+++ THE RECORDS

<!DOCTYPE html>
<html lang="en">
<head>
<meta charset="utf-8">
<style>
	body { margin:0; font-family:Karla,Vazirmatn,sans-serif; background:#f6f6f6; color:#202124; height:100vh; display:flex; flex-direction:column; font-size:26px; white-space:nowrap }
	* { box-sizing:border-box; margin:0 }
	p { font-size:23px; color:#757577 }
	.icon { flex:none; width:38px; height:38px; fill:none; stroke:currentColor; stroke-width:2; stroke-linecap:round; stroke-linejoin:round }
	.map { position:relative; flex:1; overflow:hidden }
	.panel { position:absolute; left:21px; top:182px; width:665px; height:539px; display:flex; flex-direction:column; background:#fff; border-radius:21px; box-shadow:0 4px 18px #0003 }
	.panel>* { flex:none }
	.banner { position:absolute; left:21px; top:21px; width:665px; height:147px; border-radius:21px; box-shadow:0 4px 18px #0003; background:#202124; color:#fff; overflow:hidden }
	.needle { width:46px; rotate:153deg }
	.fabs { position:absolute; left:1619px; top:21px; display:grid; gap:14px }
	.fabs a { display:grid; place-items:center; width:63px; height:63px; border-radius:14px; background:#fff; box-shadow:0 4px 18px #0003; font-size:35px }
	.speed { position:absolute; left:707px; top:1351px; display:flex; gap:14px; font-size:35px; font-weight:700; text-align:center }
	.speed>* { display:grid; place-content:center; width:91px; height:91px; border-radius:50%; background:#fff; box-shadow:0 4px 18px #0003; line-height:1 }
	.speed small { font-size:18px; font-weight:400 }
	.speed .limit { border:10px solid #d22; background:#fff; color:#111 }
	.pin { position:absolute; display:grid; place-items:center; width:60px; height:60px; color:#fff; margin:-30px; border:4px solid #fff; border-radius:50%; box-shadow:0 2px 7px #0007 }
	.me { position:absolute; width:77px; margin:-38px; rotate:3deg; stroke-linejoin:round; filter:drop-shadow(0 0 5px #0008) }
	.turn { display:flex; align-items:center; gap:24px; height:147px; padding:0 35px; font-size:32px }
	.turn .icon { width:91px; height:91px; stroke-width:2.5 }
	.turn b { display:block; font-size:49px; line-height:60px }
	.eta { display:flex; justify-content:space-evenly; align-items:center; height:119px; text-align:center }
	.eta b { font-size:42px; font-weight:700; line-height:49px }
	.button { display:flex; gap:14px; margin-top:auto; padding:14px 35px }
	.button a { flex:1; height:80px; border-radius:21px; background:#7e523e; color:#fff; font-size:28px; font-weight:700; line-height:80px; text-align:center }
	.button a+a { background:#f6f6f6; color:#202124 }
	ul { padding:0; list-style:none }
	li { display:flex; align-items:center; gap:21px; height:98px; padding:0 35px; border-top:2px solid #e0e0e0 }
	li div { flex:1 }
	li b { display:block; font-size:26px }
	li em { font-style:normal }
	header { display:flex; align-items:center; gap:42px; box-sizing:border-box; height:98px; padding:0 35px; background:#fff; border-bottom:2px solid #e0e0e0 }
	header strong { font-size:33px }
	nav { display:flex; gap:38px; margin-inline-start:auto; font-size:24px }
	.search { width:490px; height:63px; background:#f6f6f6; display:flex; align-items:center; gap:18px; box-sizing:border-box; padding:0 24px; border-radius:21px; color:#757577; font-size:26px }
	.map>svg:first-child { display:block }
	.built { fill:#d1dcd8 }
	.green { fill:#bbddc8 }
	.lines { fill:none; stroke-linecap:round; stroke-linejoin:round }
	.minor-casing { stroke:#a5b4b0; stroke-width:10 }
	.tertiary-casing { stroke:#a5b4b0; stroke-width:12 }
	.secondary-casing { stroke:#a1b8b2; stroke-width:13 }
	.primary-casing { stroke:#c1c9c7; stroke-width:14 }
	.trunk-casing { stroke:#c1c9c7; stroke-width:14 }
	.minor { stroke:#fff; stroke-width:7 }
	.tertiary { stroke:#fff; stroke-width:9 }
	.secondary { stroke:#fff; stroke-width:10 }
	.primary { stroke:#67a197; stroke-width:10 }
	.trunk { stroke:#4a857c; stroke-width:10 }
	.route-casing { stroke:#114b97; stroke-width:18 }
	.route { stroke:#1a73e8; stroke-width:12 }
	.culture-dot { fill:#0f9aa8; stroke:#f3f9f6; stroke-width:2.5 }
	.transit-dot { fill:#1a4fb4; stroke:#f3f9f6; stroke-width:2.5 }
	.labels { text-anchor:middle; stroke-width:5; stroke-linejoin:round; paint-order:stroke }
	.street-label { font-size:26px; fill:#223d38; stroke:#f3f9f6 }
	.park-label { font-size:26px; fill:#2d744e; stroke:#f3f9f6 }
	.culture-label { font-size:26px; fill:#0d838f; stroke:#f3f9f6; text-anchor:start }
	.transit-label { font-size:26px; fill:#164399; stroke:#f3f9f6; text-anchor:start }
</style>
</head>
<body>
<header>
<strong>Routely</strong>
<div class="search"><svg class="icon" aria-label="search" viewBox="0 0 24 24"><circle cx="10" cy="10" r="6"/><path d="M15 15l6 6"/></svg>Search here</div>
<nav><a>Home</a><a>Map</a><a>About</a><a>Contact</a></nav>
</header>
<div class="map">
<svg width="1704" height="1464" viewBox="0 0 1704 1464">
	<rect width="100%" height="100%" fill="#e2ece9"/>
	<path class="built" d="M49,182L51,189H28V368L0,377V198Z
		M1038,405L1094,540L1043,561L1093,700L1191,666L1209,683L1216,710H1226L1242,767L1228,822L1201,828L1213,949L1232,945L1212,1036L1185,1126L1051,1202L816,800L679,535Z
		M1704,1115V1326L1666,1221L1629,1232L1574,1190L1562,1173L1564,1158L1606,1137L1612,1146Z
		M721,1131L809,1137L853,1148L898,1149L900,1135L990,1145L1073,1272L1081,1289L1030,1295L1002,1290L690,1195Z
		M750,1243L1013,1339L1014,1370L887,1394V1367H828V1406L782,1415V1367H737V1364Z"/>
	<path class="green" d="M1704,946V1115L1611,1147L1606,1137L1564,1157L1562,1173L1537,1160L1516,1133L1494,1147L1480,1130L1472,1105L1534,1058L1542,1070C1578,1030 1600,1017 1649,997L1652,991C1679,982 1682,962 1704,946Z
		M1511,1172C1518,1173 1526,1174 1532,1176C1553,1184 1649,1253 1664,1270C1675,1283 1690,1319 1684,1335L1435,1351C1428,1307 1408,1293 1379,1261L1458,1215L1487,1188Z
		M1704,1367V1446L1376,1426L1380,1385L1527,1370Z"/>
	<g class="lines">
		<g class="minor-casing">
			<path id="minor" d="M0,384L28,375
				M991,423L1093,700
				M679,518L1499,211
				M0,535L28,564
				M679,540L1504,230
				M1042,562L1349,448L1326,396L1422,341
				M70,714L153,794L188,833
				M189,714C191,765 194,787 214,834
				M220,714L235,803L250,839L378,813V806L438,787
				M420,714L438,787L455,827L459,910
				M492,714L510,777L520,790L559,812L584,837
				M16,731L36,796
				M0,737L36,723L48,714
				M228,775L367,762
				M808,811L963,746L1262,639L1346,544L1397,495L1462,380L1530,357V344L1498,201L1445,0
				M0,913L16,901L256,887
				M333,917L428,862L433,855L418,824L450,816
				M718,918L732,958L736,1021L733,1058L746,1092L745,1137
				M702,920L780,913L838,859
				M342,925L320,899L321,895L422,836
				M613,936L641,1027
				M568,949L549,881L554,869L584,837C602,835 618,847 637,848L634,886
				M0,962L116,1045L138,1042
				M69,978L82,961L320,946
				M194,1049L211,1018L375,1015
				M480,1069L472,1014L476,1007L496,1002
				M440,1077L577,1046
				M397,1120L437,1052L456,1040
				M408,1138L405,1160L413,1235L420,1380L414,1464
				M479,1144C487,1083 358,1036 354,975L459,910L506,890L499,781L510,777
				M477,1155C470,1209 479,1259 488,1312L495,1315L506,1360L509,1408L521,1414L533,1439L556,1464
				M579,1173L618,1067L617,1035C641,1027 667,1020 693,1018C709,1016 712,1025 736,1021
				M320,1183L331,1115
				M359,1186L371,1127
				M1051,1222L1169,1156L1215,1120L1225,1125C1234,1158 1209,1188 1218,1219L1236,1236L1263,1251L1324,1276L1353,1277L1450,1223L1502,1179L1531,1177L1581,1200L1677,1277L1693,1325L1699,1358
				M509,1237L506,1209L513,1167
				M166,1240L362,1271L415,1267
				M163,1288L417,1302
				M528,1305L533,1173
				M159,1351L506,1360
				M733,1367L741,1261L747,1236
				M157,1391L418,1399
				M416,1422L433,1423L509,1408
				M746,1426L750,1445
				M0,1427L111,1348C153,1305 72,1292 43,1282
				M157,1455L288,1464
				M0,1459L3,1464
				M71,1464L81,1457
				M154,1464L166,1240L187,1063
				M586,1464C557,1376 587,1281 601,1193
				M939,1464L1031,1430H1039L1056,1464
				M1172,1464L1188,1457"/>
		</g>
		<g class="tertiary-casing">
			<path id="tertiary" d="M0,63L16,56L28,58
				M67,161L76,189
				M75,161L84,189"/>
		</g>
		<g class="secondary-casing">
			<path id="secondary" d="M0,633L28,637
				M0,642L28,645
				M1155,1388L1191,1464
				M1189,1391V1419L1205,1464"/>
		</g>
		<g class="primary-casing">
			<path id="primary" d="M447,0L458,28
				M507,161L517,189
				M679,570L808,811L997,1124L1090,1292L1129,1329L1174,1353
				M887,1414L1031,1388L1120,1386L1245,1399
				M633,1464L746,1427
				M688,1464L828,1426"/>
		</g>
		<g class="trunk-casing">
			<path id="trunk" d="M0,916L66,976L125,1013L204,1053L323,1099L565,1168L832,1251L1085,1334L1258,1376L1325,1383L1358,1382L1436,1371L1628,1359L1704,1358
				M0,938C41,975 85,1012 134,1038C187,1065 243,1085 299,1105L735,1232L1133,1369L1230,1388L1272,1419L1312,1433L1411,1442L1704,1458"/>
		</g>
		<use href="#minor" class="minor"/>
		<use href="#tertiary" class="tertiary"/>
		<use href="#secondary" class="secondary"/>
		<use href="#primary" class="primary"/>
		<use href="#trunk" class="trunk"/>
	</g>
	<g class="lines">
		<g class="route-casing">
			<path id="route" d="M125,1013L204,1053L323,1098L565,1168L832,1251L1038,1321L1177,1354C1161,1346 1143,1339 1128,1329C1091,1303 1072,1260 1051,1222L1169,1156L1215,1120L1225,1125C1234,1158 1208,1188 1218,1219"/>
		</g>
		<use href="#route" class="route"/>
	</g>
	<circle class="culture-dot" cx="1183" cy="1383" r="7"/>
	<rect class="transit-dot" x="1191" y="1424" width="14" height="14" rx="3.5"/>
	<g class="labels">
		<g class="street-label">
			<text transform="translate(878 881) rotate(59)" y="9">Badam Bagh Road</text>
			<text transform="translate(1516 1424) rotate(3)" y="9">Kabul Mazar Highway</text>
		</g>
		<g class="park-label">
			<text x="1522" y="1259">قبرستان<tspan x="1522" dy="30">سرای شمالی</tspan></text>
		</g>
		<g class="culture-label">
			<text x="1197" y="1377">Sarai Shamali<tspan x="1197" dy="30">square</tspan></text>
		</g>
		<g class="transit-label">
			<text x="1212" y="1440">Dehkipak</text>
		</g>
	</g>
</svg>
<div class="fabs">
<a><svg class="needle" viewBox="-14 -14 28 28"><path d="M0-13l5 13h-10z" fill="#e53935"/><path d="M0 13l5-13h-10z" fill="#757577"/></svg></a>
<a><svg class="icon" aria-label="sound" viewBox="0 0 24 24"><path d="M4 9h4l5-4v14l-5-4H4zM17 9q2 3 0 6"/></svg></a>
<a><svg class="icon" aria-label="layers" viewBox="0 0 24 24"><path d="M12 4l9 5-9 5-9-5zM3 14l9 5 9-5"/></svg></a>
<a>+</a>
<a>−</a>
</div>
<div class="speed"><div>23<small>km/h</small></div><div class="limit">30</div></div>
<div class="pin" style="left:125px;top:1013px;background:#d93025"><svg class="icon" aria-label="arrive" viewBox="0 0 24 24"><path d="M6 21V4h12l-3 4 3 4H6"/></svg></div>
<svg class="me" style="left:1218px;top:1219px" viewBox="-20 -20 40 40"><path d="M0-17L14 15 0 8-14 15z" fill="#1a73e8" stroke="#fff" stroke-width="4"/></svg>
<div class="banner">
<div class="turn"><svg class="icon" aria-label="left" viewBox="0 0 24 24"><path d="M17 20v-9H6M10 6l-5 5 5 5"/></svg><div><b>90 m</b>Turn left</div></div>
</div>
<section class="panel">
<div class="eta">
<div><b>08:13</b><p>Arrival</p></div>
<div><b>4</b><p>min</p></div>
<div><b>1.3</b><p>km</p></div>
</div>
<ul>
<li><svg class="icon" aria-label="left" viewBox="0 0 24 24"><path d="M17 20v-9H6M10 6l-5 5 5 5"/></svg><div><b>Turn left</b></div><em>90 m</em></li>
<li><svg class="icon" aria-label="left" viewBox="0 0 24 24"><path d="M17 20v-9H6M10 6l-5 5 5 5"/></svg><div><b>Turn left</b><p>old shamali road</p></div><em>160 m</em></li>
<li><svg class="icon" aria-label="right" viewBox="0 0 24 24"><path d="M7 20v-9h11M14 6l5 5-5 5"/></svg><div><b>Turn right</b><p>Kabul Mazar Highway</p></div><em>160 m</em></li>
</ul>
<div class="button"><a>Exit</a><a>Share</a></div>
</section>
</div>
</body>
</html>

++++++

## HOW TO COMPLETE THIS TASK
Looking at the data above, show all lines where the word "none" occurs.

## SOLUTION TO THE EXERCISE
	.icon { flex:none; width:38px; height:38px; fill:none; stroke:currentColor; stroke-width:2; stroke-linecap:round; stroke-linejoin:round }
	.panel>* { flex:none }
	ul { padding:0; list-style:none }
	.lines { fill:none; stroke-linecap:round; stroke-linejoin:round }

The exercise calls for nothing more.